— TASK —
Set all of the entries down again precisely as they are written.

— THE INPUT —
%%
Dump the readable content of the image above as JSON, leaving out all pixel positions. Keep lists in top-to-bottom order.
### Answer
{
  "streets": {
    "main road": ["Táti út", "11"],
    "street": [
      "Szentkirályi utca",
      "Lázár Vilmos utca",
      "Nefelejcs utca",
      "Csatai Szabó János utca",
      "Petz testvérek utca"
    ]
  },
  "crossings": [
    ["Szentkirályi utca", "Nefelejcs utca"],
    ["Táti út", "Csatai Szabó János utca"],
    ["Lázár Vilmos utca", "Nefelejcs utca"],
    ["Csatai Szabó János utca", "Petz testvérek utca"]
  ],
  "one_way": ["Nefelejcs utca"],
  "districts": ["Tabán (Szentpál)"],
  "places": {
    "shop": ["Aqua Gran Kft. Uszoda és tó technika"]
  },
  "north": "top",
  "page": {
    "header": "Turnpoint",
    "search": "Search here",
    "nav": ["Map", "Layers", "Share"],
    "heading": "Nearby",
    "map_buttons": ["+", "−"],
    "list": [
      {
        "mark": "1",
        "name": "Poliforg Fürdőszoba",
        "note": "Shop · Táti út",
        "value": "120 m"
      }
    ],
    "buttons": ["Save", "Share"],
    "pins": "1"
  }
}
%%
— ANSWER SECTION —
Dump the readable content of the image above as JSON, leaving out all pixel positions. Keep lists in top-to-bottom order.
### Answer
{
  "streets": {
    "main road": ["Táti út", "11"],
    "street": [
      "Szentkirályi utca",
      "Lázár Vilmos utca",
      "Nefelejcs utca",
      "Csatai Szabó János utca",
      "Petz testvérek utca"
    ]
  },
  "crossings": [
    ["Szentkirályi utca", "Nefelejcs utca"],
    ["Táti út", "Csatai Szabó János utca"],
    ["Lázár Vilmos utca", "Nefelejcs utca"],
    ["Csatai Szabó János utca", "Petz testvérek utca"]
  ],
  "one_way": ["Nefelejcs utca"],
  "districts": ["Tabán (Szentpál)"],
  "places": {
    "shop": ["Aqua Gran Kft. Uszoda és tó technika"]
  },
  "north": "top",
  "page": {
    "header": "Turnpoint",
    "search": "Search here",
    "nav": ["Map", "Layers", "Share"],
    "heading": "Nearby",
    "map_buttons": ["+", "−"],
    "list": [
      {
        "mark": "1",
        "name": "Poliforg Fürdőszoba",
        "note": "Shop · Táti út",
        "value": "120 m"
      }
    ],
    "buttons": ["Save", "Share"],
    "pins": "1"
  }
}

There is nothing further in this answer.